[Saved entries]
-=-=-=-=-

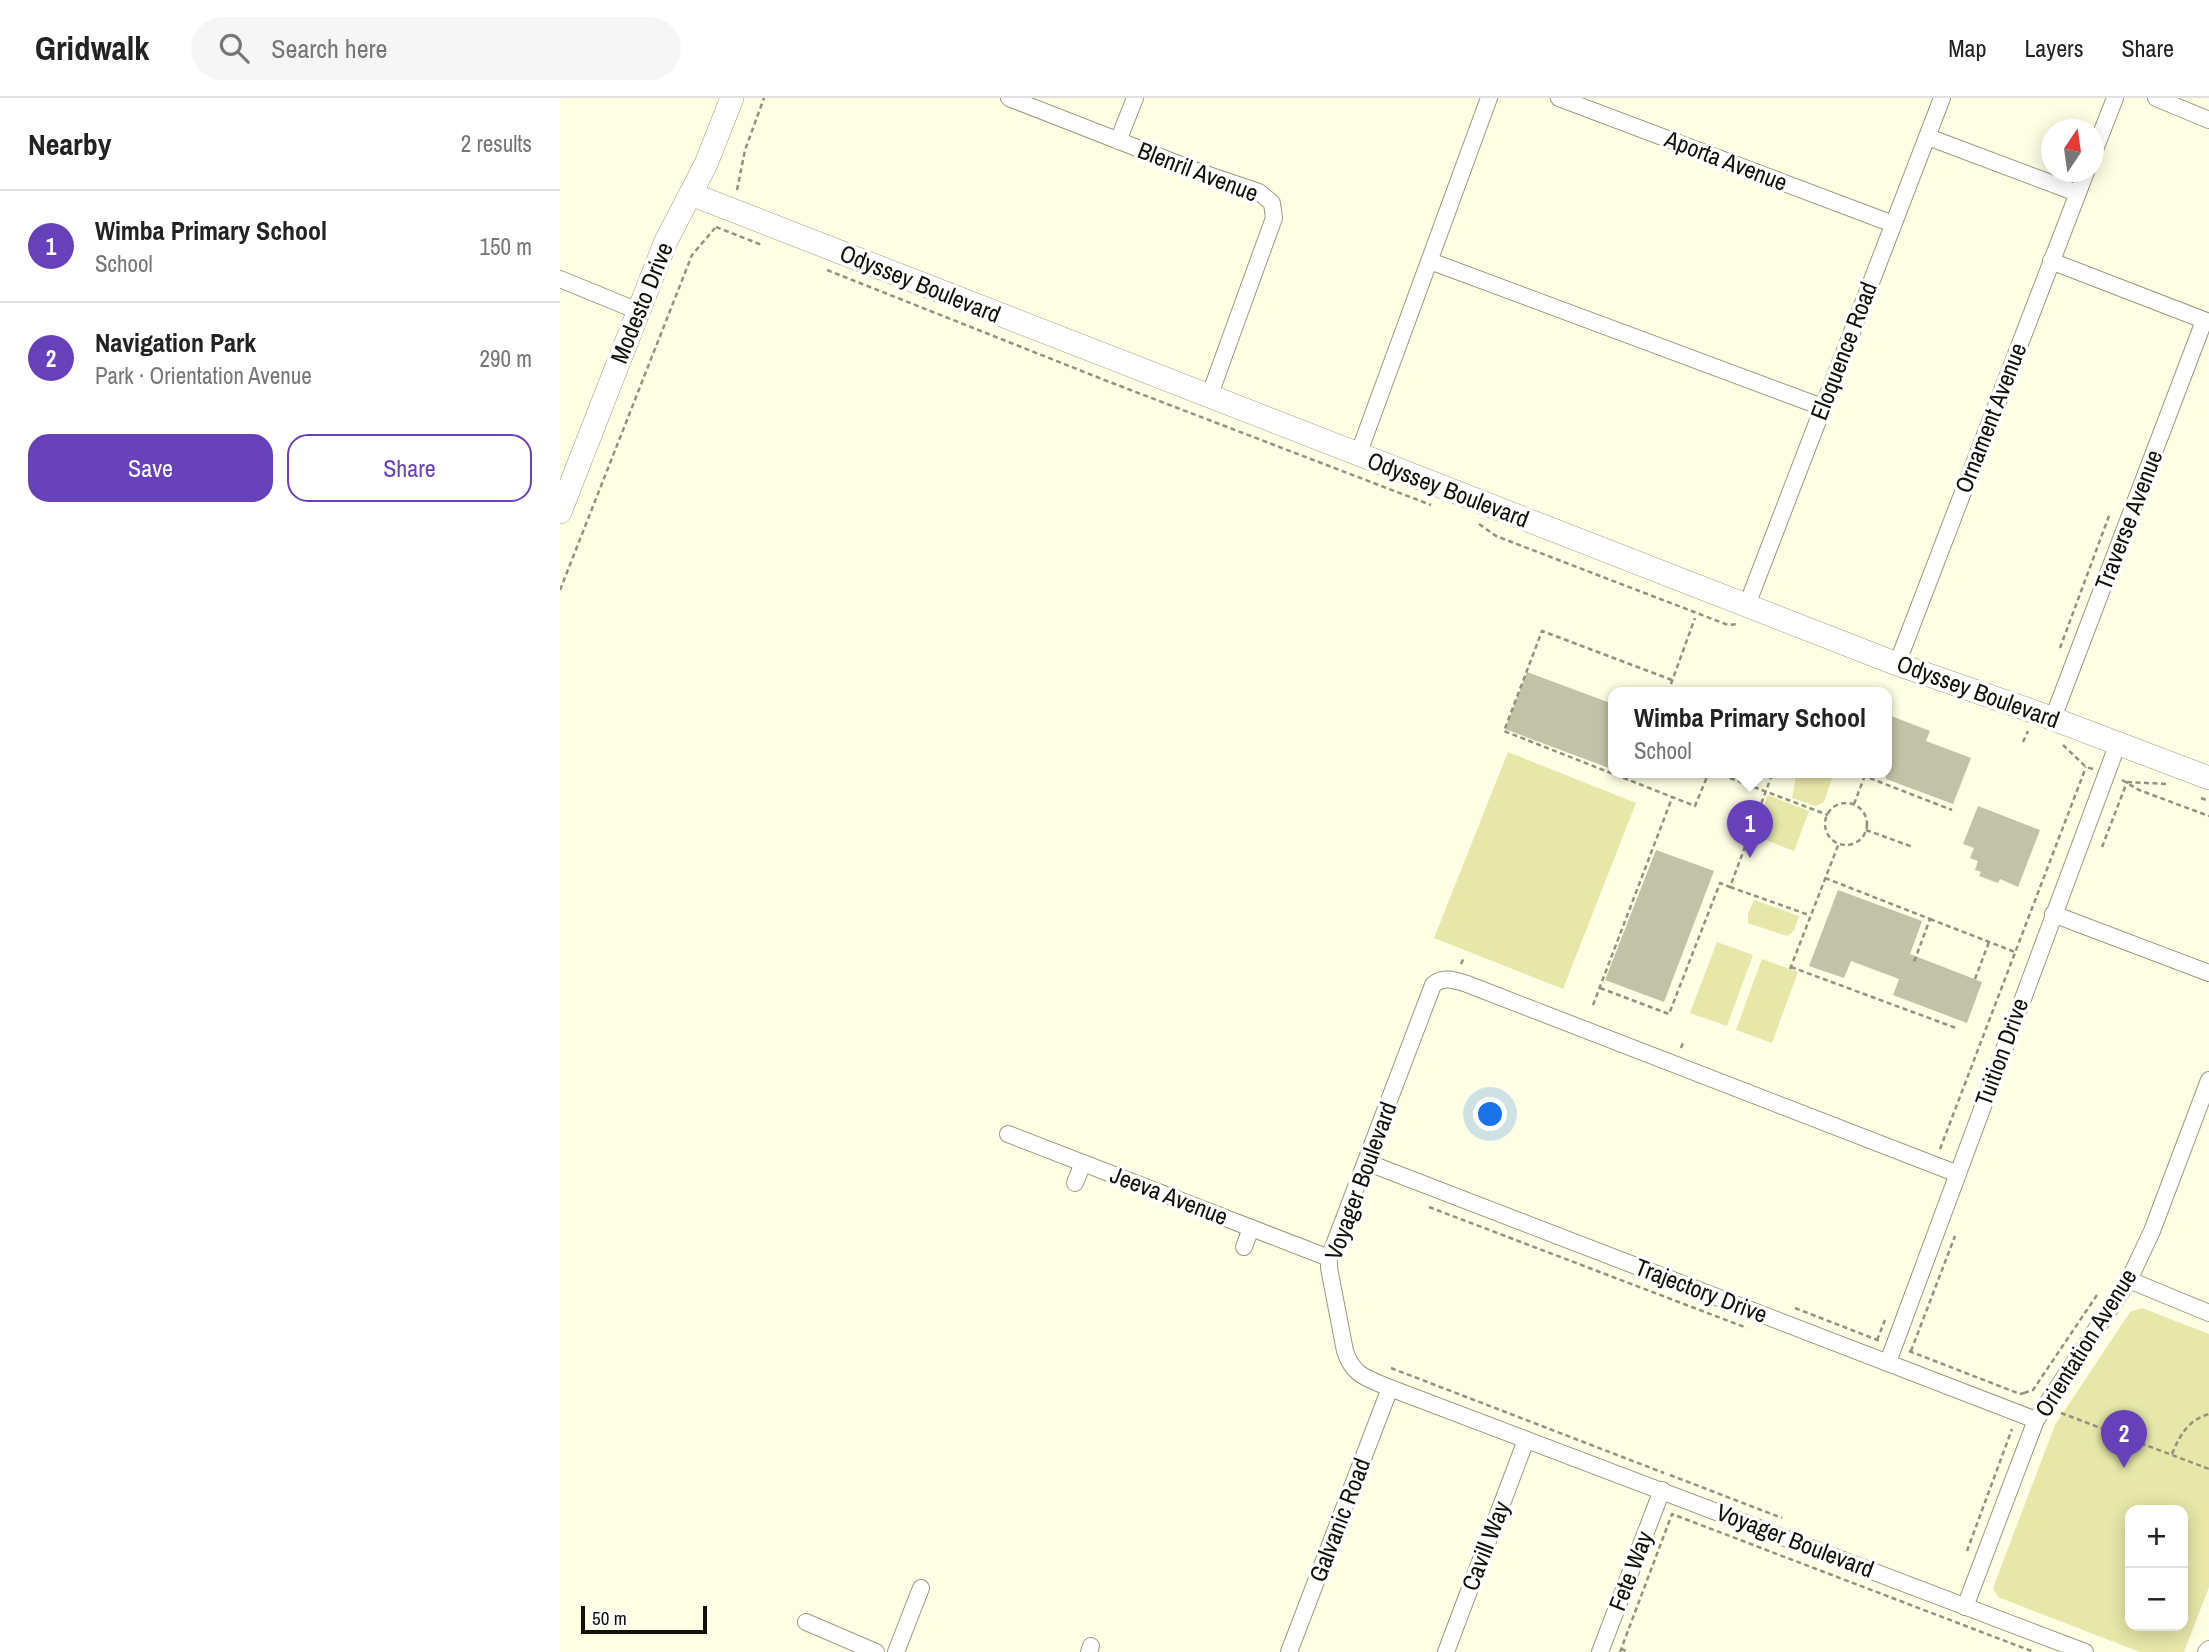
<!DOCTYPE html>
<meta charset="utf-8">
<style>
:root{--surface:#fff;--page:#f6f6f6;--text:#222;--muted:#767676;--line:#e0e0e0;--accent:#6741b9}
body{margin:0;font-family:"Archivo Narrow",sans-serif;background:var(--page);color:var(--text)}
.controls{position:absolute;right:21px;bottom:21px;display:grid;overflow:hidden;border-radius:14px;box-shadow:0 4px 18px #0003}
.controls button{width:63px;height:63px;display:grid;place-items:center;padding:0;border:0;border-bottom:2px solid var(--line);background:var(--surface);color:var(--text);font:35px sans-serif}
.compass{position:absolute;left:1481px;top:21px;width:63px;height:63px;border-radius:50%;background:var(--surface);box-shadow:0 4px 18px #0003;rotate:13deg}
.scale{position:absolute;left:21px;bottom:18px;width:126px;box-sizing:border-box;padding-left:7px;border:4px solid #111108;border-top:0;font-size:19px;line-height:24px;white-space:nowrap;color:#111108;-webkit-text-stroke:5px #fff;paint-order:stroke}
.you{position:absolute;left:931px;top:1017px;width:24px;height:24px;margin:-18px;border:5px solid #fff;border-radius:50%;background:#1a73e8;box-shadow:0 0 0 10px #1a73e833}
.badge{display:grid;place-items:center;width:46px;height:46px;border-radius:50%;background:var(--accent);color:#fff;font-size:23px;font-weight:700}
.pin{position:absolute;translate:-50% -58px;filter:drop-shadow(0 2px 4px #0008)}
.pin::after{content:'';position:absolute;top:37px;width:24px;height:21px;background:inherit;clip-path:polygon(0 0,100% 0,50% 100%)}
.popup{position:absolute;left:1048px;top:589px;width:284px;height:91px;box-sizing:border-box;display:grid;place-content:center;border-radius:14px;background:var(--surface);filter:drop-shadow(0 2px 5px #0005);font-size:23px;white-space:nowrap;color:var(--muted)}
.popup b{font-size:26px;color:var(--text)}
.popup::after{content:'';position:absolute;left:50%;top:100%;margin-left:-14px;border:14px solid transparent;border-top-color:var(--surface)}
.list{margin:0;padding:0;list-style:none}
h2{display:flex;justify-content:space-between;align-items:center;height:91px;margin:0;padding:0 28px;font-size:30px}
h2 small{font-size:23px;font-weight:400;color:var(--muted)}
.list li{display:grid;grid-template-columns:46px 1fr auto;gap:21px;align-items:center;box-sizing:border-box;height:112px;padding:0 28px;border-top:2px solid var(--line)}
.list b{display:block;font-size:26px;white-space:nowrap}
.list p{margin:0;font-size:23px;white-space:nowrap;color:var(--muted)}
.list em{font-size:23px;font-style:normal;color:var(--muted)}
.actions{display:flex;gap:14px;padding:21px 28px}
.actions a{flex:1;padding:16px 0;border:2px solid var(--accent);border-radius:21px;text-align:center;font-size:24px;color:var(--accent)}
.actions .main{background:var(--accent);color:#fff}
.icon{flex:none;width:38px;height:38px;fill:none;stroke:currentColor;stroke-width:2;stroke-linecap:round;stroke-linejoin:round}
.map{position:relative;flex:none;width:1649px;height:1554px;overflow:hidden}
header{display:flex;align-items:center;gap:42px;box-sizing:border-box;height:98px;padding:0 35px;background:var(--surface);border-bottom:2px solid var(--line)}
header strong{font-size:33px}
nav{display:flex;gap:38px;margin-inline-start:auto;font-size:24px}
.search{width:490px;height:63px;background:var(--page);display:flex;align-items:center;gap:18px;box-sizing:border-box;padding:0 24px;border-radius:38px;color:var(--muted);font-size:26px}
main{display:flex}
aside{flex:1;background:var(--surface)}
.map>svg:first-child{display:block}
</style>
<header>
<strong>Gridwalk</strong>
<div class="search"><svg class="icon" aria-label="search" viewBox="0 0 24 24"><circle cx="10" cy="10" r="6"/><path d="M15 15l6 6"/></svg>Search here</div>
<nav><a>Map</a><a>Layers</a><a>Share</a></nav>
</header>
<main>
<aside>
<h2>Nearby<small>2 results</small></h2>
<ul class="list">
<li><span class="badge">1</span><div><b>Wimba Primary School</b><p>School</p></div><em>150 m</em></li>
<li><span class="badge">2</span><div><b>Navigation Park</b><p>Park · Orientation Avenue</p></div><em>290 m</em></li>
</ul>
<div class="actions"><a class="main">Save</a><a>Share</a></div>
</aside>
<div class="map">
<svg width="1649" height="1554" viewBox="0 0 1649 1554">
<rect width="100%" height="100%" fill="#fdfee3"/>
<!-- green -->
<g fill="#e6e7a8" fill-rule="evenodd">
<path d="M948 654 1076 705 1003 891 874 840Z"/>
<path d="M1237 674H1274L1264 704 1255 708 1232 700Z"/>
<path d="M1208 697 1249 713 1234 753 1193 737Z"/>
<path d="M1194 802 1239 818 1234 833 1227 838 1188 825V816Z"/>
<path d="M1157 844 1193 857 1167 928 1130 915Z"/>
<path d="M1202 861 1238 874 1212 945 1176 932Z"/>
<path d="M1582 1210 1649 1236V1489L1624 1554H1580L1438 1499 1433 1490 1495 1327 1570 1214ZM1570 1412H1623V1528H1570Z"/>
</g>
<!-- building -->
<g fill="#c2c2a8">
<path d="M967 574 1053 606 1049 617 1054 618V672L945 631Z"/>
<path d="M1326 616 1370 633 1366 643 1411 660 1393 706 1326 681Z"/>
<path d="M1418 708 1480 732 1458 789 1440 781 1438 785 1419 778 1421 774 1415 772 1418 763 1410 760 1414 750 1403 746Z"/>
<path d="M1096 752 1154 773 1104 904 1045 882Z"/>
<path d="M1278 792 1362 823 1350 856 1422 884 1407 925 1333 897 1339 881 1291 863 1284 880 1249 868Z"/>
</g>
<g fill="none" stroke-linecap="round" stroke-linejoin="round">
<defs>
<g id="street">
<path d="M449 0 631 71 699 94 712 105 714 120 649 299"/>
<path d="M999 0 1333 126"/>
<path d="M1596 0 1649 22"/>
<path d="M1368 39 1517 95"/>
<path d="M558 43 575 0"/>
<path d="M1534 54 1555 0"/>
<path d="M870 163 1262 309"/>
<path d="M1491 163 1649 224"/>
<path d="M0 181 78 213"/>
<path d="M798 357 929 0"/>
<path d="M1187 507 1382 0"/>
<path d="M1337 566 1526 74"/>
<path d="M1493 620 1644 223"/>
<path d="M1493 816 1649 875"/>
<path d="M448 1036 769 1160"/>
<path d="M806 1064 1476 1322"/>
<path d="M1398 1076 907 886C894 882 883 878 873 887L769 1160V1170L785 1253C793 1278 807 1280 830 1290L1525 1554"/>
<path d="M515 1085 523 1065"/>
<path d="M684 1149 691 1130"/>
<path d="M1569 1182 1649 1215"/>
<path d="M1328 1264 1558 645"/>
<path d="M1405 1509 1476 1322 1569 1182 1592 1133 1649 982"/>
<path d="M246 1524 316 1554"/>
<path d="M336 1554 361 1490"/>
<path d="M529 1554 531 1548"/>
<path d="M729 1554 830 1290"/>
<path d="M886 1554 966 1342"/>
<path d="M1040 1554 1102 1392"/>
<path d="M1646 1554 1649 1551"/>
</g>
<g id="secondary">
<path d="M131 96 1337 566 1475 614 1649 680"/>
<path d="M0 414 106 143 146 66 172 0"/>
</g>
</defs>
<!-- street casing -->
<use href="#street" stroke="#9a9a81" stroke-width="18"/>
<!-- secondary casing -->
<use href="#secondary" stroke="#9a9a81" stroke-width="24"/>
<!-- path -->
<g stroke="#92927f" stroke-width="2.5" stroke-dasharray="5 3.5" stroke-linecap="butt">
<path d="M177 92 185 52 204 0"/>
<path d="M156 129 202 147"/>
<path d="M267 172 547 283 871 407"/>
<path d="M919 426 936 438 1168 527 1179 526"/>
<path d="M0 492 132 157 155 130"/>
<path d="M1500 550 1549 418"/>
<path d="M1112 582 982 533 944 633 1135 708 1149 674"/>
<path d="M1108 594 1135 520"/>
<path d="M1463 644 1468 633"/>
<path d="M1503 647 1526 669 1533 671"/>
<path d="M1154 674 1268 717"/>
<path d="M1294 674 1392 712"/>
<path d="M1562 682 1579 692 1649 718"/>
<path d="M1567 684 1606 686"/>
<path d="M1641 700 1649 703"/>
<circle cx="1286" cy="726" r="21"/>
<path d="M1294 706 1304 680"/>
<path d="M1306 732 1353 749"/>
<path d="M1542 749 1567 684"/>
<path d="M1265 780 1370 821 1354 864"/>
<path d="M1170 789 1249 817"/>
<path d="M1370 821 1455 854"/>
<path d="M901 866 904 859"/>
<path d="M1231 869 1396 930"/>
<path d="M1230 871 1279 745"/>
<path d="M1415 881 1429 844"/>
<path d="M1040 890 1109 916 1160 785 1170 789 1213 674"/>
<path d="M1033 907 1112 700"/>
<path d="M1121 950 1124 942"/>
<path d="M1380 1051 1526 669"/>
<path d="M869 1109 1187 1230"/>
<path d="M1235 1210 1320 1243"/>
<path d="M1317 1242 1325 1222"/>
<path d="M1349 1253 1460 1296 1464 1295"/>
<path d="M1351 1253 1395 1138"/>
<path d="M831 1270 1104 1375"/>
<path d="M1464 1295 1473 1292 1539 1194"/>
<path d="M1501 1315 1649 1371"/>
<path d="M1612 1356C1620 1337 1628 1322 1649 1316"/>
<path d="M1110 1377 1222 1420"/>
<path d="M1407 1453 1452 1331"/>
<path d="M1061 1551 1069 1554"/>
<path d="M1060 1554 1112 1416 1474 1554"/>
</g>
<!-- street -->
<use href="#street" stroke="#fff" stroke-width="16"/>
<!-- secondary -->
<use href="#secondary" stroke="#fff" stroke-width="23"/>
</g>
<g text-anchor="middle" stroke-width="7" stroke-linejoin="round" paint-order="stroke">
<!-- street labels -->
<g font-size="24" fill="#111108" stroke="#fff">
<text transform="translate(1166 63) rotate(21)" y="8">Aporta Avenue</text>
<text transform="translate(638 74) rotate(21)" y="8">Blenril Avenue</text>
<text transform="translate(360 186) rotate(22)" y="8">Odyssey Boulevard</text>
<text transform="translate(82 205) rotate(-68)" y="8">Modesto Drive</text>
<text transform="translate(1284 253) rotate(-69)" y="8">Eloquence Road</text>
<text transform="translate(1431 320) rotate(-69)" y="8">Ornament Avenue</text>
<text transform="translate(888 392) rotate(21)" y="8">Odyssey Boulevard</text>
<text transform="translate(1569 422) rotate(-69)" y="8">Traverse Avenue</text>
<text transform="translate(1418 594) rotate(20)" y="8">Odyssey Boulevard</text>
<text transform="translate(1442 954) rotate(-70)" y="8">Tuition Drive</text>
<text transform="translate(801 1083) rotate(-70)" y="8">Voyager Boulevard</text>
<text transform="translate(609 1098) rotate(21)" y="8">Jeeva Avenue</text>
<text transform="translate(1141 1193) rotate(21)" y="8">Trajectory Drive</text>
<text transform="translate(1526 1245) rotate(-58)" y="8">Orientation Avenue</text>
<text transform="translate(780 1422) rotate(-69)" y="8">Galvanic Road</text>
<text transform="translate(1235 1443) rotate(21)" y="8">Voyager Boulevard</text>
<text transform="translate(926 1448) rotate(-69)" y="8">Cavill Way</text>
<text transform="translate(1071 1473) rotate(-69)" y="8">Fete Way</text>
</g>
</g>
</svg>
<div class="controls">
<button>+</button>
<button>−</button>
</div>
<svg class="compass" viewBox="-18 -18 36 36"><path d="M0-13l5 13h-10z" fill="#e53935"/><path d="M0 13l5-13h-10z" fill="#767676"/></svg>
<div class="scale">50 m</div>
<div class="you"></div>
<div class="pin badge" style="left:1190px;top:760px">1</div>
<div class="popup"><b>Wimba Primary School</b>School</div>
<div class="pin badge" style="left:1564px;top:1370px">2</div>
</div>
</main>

-=-=-=-=-

WHAT IS NEEDED
In the data above, how many lines carry the string "linecap"? Only the number should be given.

ANSWER BOX
3